Practical Implications

The 2-5× efficiency difference is usually acceptable. In competitive programming, even 200 iterations of ternary search complete in microseconds. The key is using the RIGHT algorithm for your problem type—using binary search on a unimodal function doesn't work at all, which is infinitely worse than a 2× slowdown.

When Both Could Apply

Interestingly, some problems can be solved by either algorithm. Understanding these cases deepens your algorithmic intuition.

Case 1: Peak Element in Array

Given an array where elements increase then decrease (mountain array), find the peak.

Ternary search approach: Treat array index as domain, array value as function. Find index that maximizes value.

Binary search approach: At index i, check if A[i] < A[i+1]. This predicate is false after the peak. Binary search finds the transition point.

Which is better? Binary search. It needs half as many comparisons and leverages the hidden monotonic predicate.

Case 2: Minimum Distance to a Point

Given points on a line, find position that minimizes sum of distances to all points.

Ternary search approach: The sum-of-distances function is convex (unimodal with minimum). Ternary search finds the minimum.

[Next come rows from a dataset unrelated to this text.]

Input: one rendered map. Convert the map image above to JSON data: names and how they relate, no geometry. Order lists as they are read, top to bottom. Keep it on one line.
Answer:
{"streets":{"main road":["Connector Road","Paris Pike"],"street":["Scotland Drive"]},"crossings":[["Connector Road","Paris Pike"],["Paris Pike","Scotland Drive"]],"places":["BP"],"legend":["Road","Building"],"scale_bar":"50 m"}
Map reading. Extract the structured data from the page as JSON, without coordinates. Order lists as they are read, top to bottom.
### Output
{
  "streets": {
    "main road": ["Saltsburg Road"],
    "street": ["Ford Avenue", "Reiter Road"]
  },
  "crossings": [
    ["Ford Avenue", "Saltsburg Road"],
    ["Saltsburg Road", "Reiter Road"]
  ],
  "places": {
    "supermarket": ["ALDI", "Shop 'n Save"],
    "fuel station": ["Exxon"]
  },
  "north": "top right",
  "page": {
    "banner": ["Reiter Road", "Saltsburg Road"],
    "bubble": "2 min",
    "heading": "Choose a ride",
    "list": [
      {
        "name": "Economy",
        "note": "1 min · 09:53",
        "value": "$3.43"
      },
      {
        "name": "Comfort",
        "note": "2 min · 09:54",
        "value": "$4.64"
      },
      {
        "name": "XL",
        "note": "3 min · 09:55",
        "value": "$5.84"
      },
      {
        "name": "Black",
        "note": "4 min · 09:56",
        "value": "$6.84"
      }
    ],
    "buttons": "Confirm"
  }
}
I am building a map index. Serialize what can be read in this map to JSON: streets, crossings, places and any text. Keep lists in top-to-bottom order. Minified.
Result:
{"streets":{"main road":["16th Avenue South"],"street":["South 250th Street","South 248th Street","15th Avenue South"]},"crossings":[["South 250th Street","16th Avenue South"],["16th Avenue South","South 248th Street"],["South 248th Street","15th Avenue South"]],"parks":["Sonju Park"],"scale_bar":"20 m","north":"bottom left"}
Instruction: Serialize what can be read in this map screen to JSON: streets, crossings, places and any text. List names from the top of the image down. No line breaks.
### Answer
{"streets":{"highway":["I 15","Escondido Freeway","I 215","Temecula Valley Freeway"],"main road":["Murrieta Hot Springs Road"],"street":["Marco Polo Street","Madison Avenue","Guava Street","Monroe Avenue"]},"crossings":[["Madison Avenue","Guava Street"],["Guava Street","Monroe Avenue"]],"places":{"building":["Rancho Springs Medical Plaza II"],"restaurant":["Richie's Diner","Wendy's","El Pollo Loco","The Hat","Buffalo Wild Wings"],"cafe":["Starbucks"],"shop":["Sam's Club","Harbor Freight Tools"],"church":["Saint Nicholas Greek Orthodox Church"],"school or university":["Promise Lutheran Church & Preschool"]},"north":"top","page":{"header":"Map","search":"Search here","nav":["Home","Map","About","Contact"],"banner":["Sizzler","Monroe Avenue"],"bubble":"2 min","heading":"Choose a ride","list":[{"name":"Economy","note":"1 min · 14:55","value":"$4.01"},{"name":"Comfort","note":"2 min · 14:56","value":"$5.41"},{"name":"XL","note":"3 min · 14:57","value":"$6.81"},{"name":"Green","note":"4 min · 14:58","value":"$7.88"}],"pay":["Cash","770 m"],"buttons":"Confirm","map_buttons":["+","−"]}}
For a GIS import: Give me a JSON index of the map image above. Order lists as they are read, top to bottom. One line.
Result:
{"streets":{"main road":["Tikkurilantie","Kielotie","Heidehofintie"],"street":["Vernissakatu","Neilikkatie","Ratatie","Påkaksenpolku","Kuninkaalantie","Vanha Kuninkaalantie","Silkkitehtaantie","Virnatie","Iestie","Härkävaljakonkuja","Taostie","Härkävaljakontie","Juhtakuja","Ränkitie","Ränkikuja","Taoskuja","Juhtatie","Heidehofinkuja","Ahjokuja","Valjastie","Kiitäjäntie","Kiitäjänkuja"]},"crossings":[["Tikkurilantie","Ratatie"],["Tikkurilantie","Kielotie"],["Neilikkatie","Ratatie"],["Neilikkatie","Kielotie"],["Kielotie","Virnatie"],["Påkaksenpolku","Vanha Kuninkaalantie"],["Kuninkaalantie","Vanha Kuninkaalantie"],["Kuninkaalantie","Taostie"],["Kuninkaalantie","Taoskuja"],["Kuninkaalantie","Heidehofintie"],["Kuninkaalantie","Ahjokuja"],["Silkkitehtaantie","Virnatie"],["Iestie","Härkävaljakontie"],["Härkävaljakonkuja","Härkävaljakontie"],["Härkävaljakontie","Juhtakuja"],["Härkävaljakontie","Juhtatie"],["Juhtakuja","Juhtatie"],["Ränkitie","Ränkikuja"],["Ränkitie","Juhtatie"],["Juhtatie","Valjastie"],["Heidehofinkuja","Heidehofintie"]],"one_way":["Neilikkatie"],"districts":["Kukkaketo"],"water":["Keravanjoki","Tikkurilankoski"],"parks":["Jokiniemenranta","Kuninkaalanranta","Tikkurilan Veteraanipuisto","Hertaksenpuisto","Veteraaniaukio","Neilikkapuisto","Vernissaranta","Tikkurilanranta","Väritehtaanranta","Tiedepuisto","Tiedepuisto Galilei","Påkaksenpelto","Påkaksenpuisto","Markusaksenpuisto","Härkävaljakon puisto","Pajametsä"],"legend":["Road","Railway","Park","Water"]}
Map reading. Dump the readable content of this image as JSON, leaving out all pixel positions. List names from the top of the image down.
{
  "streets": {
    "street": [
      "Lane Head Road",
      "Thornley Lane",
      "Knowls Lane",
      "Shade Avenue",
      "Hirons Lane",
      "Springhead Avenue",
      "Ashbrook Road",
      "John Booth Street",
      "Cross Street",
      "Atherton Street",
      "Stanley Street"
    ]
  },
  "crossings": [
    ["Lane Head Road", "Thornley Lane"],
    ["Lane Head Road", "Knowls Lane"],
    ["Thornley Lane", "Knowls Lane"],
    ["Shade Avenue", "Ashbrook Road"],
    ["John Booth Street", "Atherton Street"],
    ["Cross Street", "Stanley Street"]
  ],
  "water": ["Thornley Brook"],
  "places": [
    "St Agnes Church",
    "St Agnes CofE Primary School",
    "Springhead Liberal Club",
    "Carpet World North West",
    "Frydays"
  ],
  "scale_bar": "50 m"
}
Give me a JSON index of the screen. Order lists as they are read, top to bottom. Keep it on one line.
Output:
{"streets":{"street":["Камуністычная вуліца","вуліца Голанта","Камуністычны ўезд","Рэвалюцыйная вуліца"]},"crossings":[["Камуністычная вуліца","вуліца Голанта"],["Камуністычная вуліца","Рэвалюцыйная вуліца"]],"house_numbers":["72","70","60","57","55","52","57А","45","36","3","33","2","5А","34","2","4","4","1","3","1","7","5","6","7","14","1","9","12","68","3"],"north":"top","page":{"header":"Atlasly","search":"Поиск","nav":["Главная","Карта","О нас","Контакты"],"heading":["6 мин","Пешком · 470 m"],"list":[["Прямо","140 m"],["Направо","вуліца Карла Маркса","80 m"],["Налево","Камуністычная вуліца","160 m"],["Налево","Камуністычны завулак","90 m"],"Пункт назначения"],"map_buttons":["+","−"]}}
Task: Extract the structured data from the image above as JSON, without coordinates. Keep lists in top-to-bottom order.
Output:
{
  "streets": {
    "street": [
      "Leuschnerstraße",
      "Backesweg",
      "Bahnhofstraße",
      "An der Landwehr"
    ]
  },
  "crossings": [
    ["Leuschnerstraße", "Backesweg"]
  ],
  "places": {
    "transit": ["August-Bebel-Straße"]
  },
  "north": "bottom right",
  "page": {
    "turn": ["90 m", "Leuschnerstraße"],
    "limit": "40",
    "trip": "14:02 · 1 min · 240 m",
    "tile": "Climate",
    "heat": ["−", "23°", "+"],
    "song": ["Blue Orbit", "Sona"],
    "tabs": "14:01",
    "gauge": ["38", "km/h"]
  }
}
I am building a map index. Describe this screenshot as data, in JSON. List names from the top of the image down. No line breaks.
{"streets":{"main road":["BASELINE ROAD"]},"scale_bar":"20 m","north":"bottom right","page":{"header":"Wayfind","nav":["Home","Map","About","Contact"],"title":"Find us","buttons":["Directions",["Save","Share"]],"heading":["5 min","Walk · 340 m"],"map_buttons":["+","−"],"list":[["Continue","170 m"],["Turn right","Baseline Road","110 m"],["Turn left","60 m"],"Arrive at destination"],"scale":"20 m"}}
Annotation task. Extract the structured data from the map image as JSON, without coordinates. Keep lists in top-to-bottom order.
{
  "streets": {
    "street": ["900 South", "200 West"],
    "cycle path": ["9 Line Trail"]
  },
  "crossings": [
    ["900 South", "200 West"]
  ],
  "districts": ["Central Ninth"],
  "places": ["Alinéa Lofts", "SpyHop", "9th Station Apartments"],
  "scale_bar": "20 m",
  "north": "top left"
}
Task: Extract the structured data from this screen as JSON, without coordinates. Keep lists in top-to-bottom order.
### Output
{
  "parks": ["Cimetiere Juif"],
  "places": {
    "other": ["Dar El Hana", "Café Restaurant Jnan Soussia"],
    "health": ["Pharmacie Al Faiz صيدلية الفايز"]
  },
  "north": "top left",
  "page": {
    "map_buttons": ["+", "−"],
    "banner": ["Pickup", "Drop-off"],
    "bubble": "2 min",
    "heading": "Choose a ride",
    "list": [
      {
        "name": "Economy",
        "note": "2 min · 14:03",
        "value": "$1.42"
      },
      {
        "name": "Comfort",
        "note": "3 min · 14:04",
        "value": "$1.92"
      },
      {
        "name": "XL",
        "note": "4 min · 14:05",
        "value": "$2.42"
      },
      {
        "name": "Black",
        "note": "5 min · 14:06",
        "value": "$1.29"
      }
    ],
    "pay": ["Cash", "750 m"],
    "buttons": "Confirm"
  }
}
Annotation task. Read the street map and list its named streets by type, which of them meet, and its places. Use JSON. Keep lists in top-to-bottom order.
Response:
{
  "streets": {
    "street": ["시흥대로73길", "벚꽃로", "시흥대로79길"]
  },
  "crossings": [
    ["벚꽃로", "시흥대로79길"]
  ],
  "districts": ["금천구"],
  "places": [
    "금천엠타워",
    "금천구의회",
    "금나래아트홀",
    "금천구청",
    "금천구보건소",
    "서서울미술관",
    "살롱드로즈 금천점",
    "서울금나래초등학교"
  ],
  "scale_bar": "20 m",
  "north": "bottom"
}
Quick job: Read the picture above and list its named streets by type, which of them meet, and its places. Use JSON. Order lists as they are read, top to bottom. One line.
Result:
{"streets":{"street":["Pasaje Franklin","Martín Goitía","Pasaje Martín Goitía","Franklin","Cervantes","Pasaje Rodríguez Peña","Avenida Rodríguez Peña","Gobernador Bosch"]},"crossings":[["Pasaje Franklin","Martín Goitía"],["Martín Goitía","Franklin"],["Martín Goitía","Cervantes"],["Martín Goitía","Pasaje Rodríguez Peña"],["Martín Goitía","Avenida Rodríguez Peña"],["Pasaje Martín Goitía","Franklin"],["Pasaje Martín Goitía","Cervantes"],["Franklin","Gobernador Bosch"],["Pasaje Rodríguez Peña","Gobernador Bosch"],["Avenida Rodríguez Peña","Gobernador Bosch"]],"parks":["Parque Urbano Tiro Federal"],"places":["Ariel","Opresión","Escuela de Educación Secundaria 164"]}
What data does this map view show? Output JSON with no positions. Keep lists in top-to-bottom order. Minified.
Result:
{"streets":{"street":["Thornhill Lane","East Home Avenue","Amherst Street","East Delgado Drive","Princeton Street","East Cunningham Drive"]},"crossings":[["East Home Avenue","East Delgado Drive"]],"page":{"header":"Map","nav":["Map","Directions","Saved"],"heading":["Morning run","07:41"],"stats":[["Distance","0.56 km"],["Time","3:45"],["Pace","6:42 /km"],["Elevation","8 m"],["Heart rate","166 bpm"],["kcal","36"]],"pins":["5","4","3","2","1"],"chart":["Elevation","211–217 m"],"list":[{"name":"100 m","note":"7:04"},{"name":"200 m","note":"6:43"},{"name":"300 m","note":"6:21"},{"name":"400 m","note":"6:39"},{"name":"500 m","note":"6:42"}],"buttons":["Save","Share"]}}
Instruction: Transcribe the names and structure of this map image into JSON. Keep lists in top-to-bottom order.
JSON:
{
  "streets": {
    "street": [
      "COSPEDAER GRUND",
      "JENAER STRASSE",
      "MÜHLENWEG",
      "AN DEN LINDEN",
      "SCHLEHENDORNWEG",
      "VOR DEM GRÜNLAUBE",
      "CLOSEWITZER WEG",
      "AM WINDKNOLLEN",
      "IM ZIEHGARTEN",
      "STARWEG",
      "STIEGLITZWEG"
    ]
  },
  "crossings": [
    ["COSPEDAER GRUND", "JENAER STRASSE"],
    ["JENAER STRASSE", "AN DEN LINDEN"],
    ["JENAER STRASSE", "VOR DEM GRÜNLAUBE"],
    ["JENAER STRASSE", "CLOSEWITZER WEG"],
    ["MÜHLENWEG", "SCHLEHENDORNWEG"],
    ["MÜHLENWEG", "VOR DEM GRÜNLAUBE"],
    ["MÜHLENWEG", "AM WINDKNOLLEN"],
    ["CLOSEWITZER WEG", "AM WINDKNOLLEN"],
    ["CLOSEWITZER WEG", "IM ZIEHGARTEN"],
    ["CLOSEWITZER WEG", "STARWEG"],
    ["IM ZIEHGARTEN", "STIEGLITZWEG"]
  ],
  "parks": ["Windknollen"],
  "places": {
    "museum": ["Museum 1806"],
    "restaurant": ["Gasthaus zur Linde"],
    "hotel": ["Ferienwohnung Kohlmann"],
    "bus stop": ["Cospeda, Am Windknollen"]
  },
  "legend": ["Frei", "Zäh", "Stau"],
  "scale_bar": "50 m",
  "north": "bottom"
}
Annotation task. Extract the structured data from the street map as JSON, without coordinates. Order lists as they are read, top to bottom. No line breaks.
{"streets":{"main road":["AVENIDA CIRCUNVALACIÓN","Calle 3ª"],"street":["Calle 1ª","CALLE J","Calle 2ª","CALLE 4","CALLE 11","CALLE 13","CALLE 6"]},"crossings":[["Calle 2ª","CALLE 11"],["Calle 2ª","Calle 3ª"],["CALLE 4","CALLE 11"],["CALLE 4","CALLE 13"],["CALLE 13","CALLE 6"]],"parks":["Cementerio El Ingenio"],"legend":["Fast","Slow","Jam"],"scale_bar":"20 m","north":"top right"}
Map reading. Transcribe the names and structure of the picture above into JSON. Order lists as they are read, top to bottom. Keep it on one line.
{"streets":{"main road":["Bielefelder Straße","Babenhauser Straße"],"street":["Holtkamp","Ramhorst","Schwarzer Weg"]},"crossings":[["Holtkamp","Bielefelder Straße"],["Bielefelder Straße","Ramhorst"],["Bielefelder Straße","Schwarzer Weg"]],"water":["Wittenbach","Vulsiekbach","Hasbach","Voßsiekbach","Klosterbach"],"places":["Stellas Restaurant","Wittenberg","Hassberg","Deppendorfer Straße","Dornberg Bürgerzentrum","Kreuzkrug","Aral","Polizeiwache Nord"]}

Binary search approach: The optimal position is the median. Binary search can find the median in a sorted list.

Which is better? Depends on the representation. If distances are given as a function, ternary search. If points are listed, just compute the median directly.

Case 3: Binary Search on Answer + Feasibility Check

Many optimization problems can be transformed: instead of directly finding optimal X, binary search on "is X achievable?" which is monotonic.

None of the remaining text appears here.